Quemar un libro
Era muy de los románticos quemar manuscritos y cartas de amigos, quemar incluso a los amigos -Byron quemando el cadáver de Shelley-, y publicar las cenizas en la Minerva o el viento. Era una representación del suicidio, supremo sacramento del dandismo romántico, como dijera Crépet. Románticos de antes y después del Romanticismo -Sade, Kafka- dejan orden de que les quemen sus libros después de muertos. Como nadie los va a quemar, es una manera romántica de promocionarse más allá de la muerte.Eugenio d'Ors tenía por costumbre de humildad /vanidad quemar su mejor página del año el día de fin de año. Henry Miller propugna incendiar todas las bibliotecas del mundo, pero lee incurablemente, con esa desesperación lectora del autodidacta. Los nazis quemaban libros y judíos porque todo libro es heredero de las culturas más remotas -la hebrea, entre ellas- y porque todo judío es un libro abierto que renueva el pasado religioso y sangriento de la humanidad. En los judíos, en las mujeres y en los homosexuales -tres razas turbadoras por eso mismo- puede leerse muy clara y profundamente al hombre. Son casos extremos de la condición humana, situaciones límite -la Biblia, la maternidad, el sexo como gratuidad-, que nos remiten a nuestros propios límites. Aquí, después de la guerra, en un colegio de jesuitas se organizó, en el jardín, una quema/ ordalía de Platero y yo, y que el autor, árabe-judío, estaba en el exilio, y no se le podía fusilar en Víznar con aquel joven amigo y discípulo, que le llenaba la casa de grillos, en travesura poética para turbar su silencio sagrado y acorchado. Ahora mismo hay en España una juventud de Ray Bradbury, que vive su Fahrenheit epicolírico y quema libros y librerías. Don Ricardo de la Cierva, mutilando la Feria del Libro de veinte o treinta editores importantes, «por falta de espacio» en el tan espacioso Retiro, ha quemado burocráticamente unos miles de libros. El hombre sólo ha inventado la rueda y el libro (que es una rueda de páginas y tiende siempre a la circularidad de la novela perfecta), y quienes prohíben, queman, secuestran censuran o persiguen un libro son siempre ominosos y voluntariosos luchadores contra la Historia.

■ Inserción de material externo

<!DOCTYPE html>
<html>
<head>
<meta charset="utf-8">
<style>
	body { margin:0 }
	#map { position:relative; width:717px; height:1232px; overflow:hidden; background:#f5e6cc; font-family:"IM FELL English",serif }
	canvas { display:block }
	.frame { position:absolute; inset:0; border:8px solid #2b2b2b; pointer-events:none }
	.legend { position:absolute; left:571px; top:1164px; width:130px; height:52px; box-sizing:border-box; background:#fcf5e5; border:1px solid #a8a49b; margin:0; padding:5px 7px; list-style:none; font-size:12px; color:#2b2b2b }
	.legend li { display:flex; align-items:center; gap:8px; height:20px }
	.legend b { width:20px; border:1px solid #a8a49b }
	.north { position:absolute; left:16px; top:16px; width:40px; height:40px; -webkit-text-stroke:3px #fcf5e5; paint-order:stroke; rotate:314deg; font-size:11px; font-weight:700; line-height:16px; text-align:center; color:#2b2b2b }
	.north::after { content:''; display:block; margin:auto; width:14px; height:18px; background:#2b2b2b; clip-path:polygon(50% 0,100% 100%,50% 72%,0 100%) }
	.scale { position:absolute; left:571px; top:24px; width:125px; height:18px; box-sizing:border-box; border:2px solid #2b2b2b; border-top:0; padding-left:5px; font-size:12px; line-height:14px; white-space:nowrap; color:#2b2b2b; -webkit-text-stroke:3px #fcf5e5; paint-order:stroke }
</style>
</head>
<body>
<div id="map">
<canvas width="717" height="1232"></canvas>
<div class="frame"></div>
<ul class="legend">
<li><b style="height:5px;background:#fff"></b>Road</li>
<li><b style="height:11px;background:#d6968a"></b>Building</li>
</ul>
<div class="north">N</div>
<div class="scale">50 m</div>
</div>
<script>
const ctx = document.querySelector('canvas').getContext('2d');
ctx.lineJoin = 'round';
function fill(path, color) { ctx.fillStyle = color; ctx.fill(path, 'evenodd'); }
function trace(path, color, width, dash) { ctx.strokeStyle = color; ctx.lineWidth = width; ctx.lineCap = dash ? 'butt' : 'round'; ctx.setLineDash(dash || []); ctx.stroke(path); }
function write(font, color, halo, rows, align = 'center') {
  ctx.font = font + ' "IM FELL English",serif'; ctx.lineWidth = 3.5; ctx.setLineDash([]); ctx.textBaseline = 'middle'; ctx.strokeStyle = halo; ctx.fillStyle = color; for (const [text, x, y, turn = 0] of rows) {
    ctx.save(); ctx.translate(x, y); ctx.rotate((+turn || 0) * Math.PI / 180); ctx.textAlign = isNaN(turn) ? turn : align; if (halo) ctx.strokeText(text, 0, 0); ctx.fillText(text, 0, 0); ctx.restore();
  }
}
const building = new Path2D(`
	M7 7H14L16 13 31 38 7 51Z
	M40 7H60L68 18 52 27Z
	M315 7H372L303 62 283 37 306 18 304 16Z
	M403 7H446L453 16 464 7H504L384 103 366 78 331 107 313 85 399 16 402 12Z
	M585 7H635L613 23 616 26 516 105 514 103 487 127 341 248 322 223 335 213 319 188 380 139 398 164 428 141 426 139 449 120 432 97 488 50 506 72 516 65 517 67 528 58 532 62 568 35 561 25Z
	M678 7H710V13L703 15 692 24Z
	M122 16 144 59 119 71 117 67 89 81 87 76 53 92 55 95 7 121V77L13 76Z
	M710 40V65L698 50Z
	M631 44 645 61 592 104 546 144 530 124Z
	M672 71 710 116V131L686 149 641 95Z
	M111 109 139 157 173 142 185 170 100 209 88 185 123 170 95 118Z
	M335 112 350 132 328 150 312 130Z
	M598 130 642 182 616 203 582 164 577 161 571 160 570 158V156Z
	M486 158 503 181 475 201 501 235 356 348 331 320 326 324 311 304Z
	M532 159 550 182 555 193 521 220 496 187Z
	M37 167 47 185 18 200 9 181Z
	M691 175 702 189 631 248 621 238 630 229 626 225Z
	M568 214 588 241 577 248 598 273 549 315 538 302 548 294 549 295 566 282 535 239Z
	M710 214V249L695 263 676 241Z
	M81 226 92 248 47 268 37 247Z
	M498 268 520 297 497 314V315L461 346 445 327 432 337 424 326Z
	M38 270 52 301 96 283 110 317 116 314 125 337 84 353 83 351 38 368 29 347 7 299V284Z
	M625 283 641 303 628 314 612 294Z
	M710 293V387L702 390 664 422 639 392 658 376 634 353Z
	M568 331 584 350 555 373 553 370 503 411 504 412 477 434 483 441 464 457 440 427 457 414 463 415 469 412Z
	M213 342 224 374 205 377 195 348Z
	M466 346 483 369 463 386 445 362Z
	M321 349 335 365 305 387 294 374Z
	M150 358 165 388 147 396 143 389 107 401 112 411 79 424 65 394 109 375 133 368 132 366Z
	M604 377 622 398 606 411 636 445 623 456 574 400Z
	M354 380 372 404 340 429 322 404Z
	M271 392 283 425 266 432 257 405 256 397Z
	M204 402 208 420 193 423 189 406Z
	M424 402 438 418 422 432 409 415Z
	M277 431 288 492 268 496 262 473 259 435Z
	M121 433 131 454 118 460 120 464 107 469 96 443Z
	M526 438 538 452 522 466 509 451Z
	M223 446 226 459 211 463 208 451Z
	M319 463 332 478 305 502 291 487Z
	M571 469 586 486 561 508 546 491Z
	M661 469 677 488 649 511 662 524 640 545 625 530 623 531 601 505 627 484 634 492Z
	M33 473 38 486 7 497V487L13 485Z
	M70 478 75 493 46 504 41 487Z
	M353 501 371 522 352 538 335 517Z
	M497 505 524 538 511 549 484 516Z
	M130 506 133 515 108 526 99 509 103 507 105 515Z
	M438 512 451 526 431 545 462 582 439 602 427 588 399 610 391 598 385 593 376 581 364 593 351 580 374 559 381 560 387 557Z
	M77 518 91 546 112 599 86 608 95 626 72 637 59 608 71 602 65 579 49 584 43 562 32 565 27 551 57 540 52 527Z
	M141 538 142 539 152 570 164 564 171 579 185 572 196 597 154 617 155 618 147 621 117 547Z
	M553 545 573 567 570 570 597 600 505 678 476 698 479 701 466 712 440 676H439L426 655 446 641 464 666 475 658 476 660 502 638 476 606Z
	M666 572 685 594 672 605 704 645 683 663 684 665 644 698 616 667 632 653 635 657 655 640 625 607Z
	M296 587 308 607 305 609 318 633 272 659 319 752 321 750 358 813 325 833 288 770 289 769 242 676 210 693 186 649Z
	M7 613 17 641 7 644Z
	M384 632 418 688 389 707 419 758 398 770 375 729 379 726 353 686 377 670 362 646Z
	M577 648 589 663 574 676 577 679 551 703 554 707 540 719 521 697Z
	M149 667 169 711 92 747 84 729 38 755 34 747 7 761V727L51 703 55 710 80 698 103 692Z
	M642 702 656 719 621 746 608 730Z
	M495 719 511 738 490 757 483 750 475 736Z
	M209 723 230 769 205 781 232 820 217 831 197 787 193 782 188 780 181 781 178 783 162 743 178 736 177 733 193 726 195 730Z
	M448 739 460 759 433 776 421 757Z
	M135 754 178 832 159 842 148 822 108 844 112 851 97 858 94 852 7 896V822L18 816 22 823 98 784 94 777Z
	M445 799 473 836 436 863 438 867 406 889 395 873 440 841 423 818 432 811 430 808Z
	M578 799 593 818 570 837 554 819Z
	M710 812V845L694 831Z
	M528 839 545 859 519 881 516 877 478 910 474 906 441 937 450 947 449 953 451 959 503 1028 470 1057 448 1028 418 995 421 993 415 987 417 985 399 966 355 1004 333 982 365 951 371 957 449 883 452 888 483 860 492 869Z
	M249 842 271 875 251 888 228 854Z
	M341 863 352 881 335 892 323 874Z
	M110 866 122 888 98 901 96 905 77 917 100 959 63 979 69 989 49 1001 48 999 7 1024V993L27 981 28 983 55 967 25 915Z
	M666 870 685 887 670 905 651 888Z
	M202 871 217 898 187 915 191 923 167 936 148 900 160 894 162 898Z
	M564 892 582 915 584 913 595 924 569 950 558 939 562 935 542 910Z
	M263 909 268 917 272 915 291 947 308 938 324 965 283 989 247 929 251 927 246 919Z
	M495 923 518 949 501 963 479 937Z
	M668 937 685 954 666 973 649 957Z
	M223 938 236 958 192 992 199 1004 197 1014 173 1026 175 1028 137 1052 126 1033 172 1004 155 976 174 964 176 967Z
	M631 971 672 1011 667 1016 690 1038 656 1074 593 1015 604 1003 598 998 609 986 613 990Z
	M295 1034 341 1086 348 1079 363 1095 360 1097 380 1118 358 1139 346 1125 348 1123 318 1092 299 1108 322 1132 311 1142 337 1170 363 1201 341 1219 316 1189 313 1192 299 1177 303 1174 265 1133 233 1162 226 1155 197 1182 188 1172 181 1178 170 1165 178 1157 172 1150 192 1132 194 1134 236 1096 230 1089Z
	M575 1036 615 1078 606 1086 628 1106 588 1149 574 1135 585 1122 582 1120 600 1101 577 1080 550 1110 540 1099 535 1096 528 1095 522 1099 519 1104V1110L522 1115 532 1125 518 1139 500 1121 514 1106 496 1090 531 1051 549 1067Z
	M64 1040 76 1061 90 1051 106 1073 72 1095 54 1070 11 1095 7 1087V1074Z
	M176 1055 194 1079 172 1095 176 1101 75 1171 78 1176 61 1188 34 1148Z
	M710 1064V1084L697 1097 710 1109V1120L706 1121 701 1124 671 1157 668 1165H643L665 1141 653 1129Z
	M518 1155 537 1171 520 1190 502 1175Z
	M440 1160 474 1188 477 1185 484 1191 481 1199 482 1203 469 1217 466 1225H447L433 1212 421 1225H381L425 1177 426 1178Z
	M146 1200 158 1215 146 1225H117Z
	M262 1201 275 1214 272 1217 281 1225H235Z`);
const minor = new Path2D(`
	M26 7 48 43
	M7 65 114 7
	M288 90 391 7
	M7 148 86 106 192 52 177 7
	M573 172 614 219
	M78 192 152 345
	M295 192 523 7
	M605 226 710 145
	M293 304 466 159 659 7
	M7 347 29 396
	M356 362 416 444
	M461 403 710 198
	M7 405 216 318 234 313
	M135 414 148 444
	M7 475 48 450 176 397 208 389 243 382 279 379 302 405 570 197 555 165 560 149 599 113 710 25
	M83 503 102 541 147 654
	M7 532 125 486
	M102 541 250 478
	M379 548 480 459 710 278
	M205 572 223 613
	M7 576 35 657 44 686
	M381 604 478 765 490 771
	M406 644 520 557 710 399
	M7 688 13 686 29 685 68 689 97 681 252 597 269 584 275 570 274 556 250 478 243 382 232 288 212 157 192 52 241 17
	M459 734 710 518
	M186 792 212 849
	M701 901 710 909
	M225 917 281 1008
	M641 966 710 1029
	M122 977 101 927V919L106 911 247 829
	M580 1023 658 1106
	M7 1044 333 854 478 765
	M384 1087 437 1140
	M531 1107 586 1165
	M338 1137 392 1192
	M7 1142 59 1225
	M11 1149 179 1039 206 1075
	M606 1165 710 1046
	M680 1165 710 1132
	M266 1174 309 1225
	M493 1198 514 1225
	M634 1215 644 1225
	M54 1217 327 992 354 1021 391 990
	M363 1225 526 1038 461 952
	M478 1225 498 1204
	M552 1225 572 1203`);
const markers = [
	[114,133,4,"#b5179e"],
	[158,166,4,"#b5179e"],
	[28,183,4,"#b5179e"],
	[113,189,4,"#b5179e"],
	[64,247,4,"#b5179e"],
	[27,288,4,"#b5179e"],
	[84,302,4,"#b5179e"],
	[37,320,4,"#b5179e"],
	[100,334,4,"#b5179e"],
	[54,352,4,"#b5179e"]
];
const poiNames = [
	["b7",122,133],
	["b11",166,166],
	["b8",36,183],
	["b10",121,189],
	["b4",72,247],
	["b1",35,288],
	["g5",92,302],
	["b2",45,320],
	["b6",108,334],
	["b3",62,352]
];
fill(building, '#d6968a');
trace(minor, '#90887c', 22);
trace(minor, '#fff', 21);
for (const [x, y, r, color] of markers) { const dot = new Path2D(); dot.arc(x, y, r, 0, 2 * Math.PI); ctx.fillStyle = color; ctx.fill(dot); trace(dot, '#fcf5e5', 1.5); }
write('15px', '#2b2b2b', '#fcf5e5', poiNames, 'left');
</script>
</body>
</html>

Yo he quemado ayer mi último libro, Los helechos arborescentes, en la discoteca El Sol, mientras Los Pegamoides le pegaban duro a su rock sucioniadriles, y expliqué por qué:
-Porque antes de que me lo quemen quienes queman libros, antes de que me lo quemen los críticos con sus críticas o su silencio (ninguna llama tan eficaz como la del silencio), lo quemo yo, siquiera sea un ejemplar.
No he quemado el manuscrito, que era lo romántico, porque ya no hay manuscritos. Todos hacemos una literatura de ciclostil. Andrés Amorós tiene en su casa una rica colección de manuscritos literarios: Pérez de Ayala, Juan Ramón, Rubén, Carrére, Manuel Bueno, Baroja, D'Ors, toda una basca, pero a mí, sobre la torpeza del pulso, el fantasma de la artrosis y otros males, se me agrega ahora la rotura del codo. Josefina Martínez del Alamo me hace una entrevista para el Blanco y Negro de mi querido y admirado Martín-Descalzo (el cura más marchoso de España, el único que puede salvarnos de agnosticismo a mí y a mis gatos, que son suyos), y le digo a Josefina:
-Esto es ya vertiginoso. Estoy viviendo la prisa como una segunda juventud.
Habría que volver, al «despacito y buena letra». Una forma de lentificar y alargar la vida sería volver a escribir a mano. En ese libro mío cuento las guerras civiles de España, España como guerra civil, Y he querido hacer metáfora visual del propio libro, trocándolo en llamas. Con el deseo paciente, impaciente, seguro e inseguro de que sea lo último que arda en España. Pero se dice que por Andalucía, ahora mismo están quemando cosechas bien aseguradas quienes prefieren cobrar el seguro a hacer escuela y despensa de este año 1980 de abundancias.